**Records**
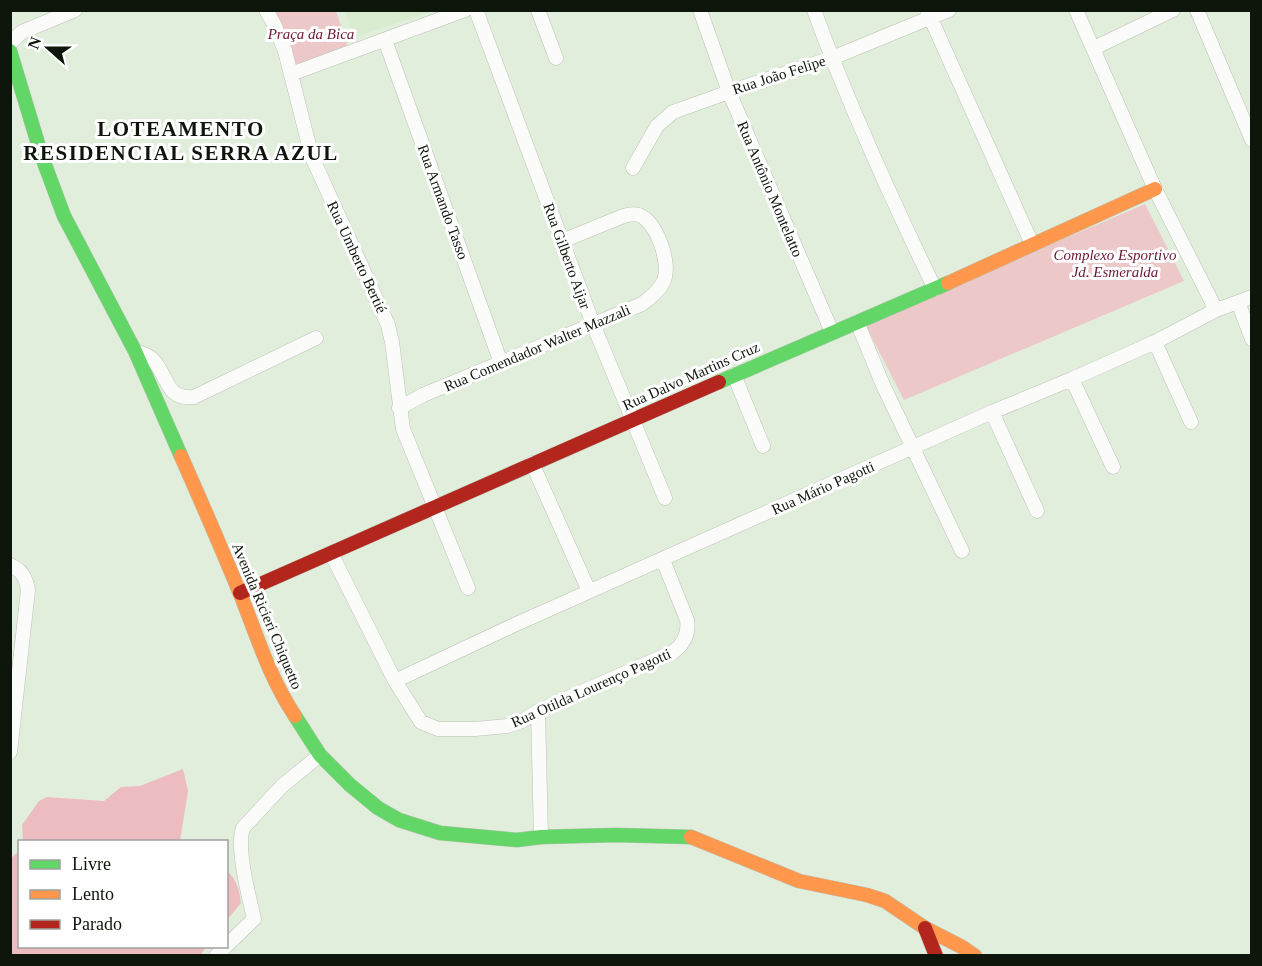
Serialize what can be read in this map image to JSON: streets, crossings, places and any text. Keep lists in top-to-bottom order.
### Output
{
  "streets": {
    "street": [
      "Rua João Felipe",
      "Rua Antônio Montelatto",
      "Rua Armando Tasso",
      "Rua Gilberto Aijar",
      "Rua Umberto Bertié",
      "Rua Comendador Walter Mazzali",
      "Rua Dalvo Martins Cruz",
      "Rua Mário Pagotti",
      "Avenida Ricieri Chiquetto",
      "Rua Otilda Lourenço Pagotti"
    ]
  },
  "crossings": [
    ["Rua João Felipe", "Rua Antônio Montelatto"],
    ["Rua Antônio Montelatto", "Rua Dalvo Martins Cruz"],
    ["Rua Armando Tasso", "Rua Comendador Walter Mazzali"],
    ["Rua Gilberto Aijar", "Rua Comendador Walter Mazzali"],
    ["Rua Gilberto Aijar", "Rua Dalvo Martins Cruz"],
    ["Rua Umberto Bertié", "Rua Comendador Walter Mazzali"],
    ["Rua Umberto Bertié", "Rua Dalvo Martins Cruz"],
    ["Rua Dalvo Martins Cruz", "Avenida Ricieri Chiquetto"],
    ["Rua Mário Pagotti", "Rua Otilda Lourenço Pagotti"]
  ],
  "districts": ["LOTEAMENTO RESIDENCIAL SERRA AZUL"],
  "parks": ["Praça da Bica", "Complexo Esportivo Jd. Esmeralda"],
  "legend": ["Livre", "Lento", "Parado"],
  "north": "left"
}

**What you need to do**
Pull every line with the string "Aijar" out of the material.

**Solution to this problem**
      "Rua Gilberto Aijar",
    ["Rua Gilberto Aijar", "Rua Comendador Walter Mazzali"],
    ["Rua Gilberto Aijar", "Rua Dalvo Martins Cruz"],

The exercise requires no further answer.